XVII

Bosque de Multonne, agosto de 1306, en el mismo momento

Alphonse Portechape, tonelero en Saint-Ouen-en-Pail, estaba muy satisfecho de sí mismo. Un negocio resuelto en un santiamén y bien regado, lo que explicaba su paso inestable y la pesadez de su cabeza. Se guiaba con la luz de un candelero, pues había cortado a través de los campos, bordeando la linde del bosque en lugar de seguir el camino. Tenía prisa por volver a casa, rociarse con un cubo de agua fresca y desplomarse hasta el día siguiente sobre su lecho.

Así y todo, ¡qué tacaño el despensero[157] del monasterio de Saint Samson, a apenas una legua de distancia! Pero quince barricas[158] no se vendían todos los días. Aquel roñoso le había rascado hasta el último dinero de descuento como si fuesen a arrancarle el alma. Hasta que Alphonse comprendió que no era la escarcela de los religiosos, sus superiores, lo que le hacía echar los hígados tanto como el beneficio personal. Se llegó rápidamente a un acuerdo cuando Portechape propuso con prudencia un «homenaje» al despensero. Un cuarto de barrica por cinco toneles comprados. De golpe, las necesidades de los monjes se habían duplicado. ¡A saber cómo iba a arreglárselas el tipo para justificar aquel excedente de gastos ante el cillerero[159]! Bah, de todas formas, ¡los monjes eran tan ricos como Creso!
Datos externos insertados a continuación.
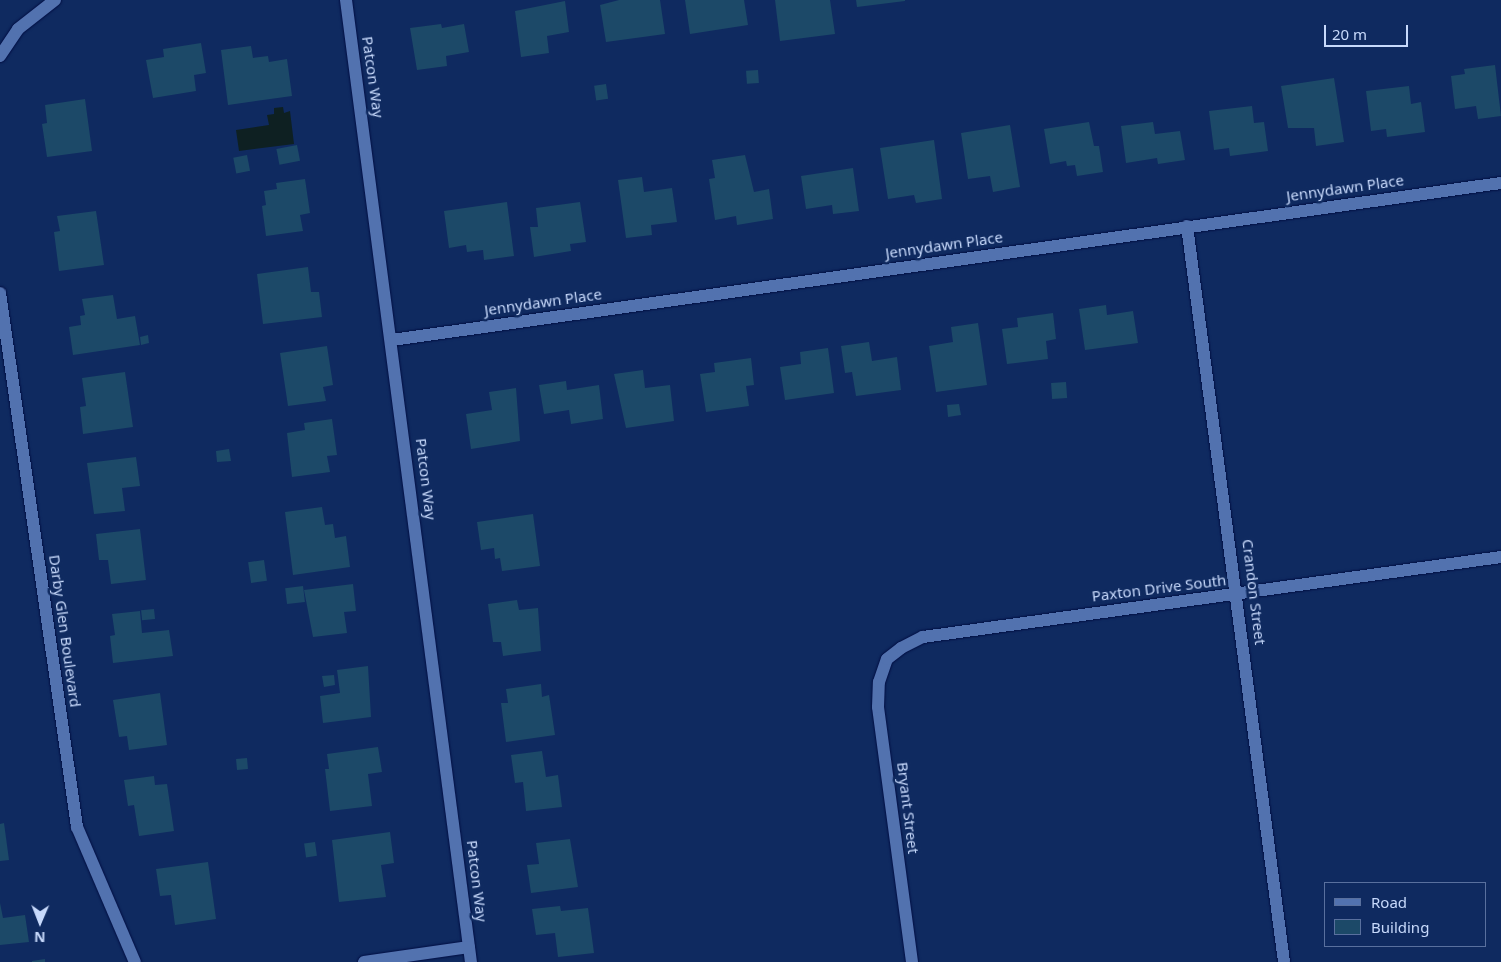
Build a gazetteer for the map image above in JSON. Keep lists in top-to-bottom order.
{
  "streets": {
    "street": [
      "Patcon Way",
      "Jennydawn Place",
      "Paxton Drive South",
      "Crandon Street",
      "Darby Glen Boulevard",
      "Bryant Street"
    ]
  },
  "crossings": [
    ["Patcon Way", "Jennydawn Place"],
    ["Jennydawn Place", "Crandon Street"],
    ["Paxton Drive South", "Crandon Street"],
    ["Paxton Drive South", "Bryant Street"]
  ],
  "legend": ["Road", "Building"],
  "scale_bar": "20 m",
  "north": "bottom"
}
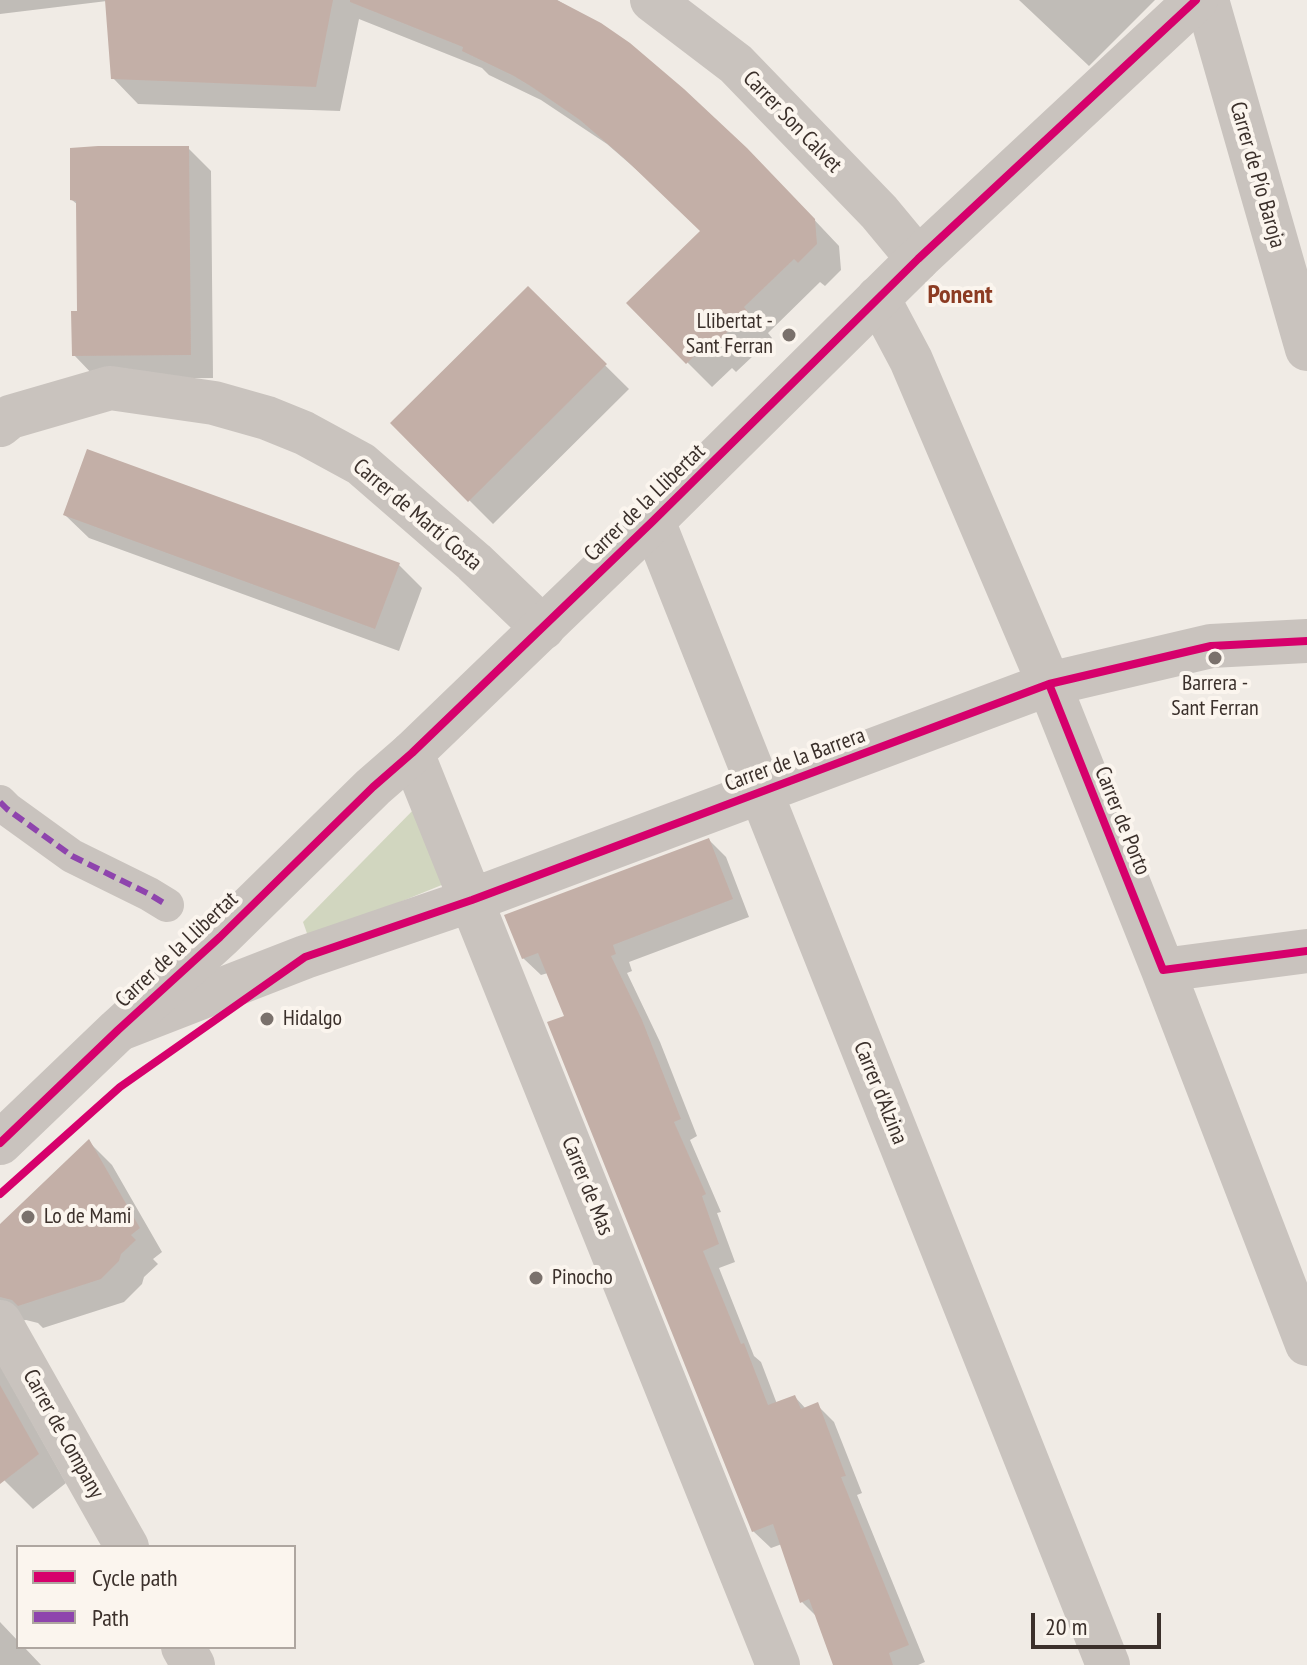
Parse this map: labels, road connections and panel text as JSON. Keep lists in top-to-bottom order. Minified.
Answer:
{"streets":{"street":["Carrer Son Calvet","Carrer de Pío Baroja","Carrer de la Llibertat","Carrer de Martí Costa","Carrer de la Barrera","Carrer de Porto","Carrer d'Alzina","Carrer de Mas","Carrer de Company"]},"crossings":[["Carrer Son Calvet","Carrer de la Llibertat"],["Carrer de la Llibertat","Carrer de Martí Costa"],["Carrer de la Llibertat","Carrer de la Barrera"],["Carrer de la Llibertat","Carrer de Porto"],["Carrer de la Llibertat","Carrer d'Alzina"],["Carrer de la Llibertat","Carrer de Mas"],["Carrer de la Barrera","Carrer de Porto"],["Carrer de la Barrera","Carrer d'Alzina"],["Carrer de la Barrera","Carrer de Mas"]],"districts":["Ponent"],"places":["Llibertat - Sant Ferran","Barrera - Sant Ferran","Hidalgo","Lo de Mami","Pinocho"],"legend":["Cycle path","Path"],"scale_bar":"20 m"}
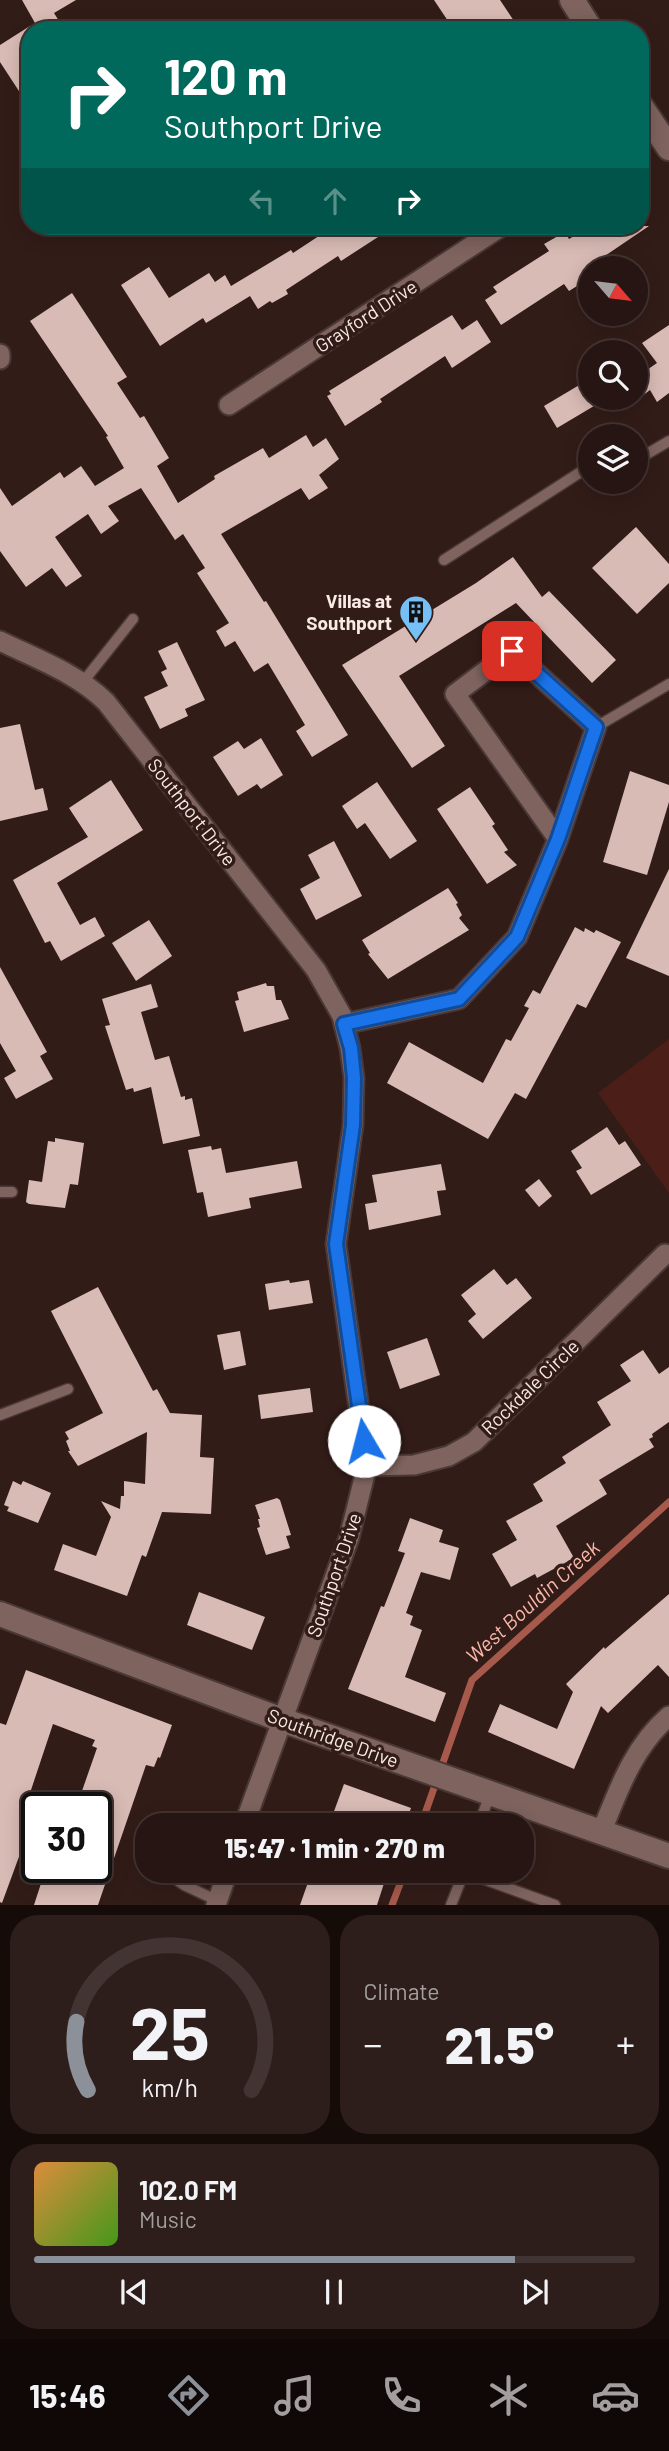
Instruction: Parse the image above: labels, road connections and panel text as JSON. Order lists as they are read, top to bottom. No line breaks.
{"streets":{"street":["Grayford Drive","Southport Drive","Rockdale Circle","Southridge Drive"]},"crossings":[["Southport Drive","Rockdale Circle"],["Southport Drive","Southridge Drive"]],"water":["West Bouldin Creek"],"places":{"building":["Villas at Southport"]},"north":"bottom right","page":{"turn":["120 m","Southport Drive"],"limit":"30","trip":"15:47 · 1 min · 270 m","tile":"Climate","heat":["−","21.5°","+"],"song":["102.0 FM","Music"],"tabs":"15:46","gauge":["25","km/h"]}}
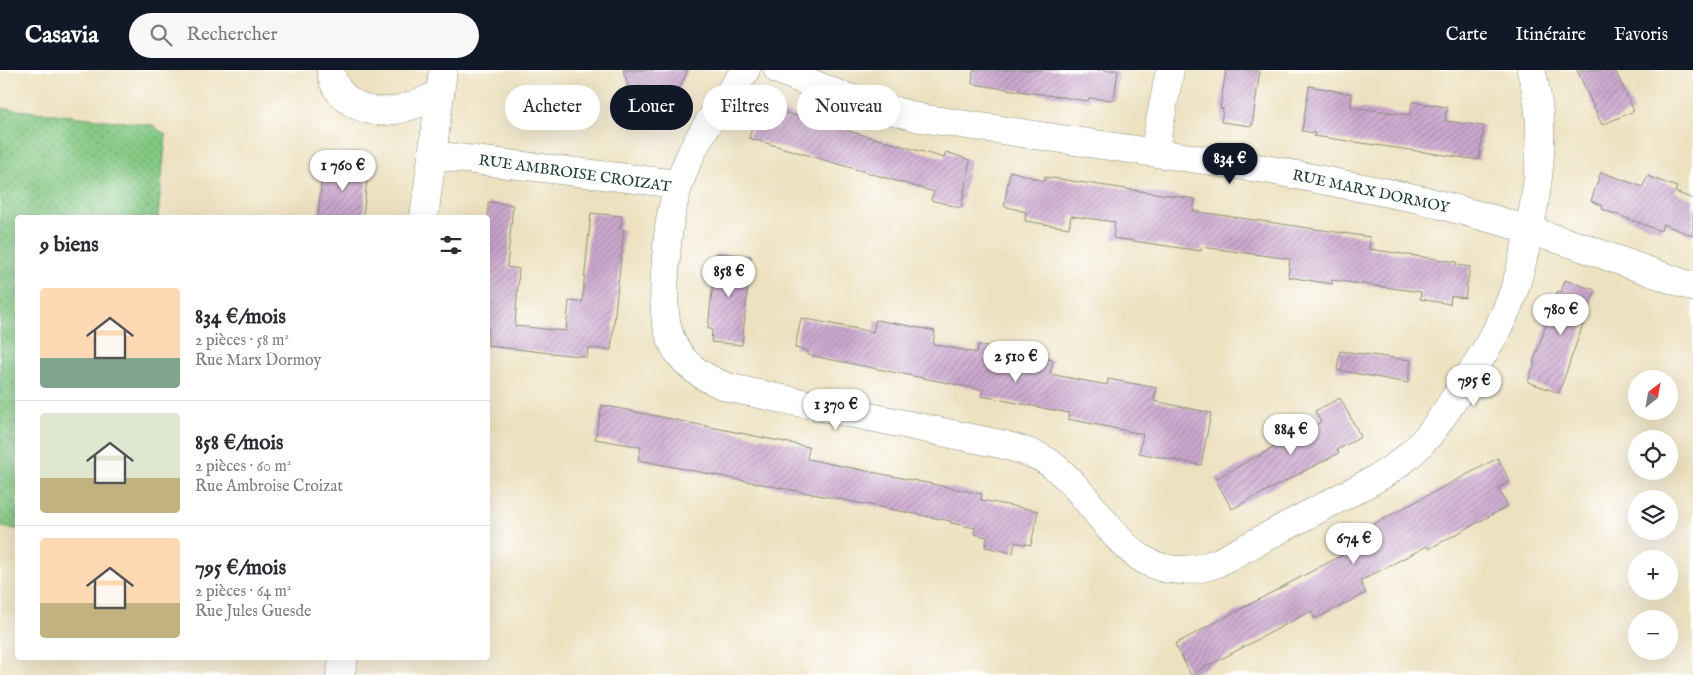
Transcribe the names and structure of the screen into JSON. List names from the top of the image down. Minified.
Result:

Un pesado eructo le llevó a la garganta una mezcla agria de vino y bilis. La cabeza le daba vueltas y se preguntó si no iba a vomitarse encima de las calzas. Se detuvo, apoyado sobre la azuela[160] que llevaba con él a todas partes desde que… desde el comienzo de aquellos horrores. «¡Pues que venga esa maldita bestia!». ¡Sobre todo porque Portechape no era, ni por asomo, un frágil púber! En lo que a la descripción apocalíptica de un monstruo llegado directamente desde el infierno se refería, se le debía sobre todo al simple Gastón, que mamaba bien de la botella en cuanto se daba la ocasión.

* * *

Intentando controlar los vómitos y la náusea, no oyó los pasos a la carrera tras él hasta que fue demasiado tarde. Cuando se dio la vuelta, levantando la azuela para acabar con ella con todas sus fuerzas, la bestia saltó.

En el feroz combate que prosiguió, Alphonse soltó su improvisada arma. Unas implacables mandíbulas se cerraron sobre la cadera, el muslo, la espalda. Un hocico empapado de babas buscó su garganta. Insensible al dolor, pues el pánico le invadía, Portechape le golpeó con la energía de la desesperación, asestándole puñetazos y patadas, gritando para pedir ayuda sin albergar grandes esperanzas. Estaba demasiado lejos del pueblo para que le escucharan. Un soplo ardiente le barrió el rostro y unos enormes colmillos se cerraron de golpe, desgarrándole la mejilla.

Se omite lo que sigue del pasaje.